= Beginning of Section =
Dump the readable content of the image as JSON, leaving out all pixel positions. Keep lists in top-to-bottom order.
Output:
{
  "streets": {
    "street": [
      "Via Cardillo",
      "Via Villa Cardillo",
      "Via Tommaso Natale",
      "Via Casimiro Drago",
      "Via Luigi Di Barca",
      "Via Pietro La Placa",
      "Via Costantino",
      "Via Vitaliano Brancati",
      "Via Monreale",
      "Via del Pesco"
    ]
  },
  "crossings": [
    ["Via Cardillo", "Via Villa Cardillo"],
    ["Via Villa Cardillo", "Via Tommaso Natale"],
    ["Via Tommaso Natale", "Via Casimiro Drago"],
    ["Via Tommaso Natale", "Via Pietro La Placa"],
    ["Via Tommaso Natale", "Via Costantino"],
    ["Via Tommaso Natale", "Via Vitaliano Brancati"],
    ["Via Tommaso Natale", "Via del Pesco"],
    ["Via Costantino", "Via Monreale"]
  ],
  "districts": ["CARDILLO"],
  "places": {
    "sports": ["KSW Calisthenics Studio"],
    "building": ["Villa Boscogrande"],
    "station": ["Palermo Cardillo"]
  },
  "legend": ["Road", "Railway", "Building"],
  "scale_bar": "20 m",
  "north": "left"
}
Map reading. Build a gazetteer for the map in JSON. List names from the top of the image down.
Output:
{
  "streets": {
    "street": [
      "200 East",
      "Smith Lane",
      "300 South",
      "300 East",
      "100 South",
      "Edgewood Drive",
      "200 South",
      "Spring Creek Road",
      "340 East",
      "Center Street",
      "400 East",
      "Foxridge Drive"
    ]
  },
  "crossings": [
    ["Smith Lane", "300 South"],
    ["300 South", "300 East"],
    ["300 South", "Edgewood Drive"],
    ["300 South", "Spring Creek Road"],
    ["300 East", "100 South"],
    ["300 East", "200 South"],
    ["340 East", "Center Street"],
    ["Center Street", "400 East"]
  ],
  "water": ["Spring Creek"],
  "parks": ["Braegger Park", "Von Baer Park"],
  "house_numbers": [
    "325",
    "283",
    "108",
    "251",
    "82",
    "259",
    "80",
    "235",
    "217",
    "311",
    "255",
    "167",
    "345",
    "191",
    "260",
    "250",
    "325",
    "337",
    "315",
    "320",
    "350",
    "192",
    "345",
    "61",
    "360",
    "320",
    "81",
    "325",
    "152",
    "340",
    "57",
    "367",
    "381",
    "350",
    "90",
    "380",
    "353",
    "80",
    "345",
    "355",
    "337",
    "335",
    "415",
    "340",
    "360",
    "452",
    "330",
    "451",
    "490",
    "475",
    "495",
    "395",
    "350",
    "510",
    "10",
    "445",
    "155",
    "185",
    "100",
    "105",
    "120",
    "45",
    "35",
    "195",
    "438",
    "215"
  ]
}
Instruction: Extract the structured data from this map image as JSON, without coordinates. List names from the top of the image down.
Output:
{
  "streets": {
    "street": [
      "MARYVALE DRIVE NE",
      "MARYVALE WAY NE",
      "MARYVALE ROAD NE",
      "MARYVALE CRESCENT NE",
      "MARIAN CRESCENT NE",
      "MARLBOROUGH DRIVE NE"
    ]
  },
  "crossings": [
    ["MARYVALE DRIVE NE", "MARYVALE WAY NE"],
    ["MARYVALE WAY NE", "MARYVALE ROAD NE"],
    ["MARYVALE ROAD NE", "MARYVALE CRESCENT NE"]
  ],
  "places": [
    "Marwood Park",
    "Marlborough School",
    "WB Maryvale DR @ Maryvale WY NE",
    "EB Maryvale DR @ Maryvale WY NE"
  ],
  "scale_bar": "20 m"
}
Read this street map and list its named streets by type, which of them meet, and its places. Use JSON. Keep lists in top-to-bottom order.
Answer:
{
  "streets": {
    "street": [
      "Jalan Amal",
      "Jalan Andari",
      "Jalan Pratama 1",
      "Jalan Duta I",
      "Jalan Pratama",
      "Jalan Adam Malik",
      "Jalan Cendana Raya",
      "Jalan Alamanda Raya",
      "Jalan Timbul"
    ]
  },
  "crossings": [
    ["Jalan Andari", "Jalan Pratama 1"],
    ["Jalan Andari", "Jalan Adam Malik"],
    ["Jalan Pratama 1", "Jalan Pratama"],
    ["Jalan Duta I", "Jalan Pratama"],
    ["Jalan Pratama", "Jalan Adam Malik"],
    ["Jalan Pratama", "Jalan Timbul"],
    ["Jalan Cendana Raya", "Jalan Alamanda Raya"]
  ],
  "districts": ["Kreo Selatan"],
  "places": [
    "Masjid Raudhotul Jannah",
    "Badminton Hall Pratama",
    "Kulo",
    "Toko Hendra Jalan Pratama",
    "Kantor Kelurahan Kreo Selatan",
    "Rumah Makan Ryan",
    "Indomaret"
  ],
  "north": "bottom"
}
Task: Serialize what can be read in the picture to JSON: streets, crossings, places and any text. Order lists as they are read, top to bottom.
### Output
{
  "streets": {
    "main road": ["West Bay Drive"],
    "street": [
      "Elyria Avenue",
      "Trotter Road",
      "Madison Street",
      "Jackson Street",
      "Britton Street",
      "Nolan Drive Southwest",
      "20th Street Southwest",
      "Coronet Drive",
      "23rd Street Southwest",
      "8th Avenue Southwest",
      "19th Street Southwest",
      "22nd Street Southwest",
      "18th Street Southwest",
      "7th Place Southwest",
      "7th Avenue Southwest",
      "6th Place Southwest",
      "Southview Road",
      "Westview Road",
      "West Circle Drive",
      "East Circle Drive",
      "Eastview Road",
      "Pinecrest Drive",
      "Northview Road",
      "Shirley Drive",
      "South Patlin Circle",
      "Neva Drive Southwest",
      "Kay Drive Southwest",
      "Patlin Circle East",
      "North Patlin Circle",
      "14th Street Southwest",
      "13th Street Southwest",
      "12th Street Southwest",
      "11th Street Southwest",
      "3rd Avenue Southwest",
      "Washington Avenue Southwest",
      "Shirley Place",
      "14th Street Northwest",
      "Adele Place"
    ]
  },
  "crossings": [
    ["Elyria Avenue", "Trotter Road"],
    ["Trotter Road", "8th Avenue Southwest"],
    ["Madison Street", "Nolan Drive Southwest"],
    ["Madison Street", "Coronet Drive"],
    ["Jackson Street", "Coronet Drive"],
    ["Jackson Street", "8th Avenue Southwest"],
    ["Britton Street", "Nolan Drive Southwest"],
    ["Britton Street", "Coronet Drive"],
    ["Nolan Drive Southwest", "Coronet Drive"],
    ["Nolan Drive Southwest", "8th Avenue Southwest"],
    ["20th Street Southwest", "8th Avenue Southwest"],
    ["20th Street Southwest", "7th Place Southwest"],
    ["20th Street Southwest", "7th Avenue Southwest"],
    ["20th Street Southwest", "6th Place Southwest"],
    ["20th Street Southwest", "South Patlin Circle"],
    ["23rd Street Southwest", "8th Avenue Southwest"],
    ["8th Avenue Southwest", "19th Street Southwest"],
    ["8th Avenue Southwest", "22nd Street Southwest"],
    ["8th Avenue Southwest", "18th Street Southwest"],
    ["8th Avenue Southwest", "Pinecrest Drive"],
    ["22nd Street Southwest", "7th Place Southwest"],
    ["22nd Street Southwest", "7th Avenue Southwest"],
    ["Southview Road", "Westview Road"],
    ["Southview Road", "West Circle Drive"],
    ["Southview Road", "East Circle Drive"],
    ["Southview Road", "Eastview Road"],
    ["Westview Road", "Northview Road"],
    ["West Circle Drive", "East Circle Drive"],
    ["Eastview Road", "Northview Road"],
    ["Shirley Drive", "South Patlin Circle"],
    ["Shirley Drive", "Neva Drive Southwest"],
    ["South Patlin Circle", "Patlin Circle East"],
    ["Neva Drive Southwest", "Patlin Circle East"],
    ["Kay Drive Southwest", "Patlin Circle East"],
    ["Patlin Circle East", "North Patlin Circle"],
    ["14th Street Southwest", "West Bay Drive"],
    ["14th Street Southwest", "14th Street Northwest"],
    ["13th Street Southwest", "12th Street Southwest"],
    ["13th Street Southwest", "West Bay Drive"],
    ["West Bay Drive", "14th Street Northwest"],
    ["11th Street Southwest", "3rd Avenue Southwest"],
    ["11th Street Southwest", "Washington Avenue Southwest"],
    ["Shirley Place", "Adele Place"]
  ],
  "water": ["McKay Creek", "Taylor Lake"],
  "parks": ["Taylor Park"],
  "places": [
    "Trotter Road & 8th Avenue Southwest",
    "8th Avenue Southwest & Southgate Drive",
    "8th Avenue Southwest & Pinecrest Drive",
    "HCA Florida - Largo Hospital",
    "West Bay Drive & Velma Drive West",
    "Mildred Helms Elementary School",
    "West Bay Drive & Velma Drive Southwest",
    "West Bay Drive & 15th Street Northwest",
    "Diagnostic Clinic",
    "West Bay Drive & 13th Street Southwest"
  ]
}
= End of Section =
* **REQUIRED WORK**
Using the listing, filter for "Costantino" and return the matching lines.

* **YOUR SOLUTION**
      "Via Costantino",
    ["Via Tommaso Natale", "Via Costantino"],
    ["Via Costantino", "Via Monreale"]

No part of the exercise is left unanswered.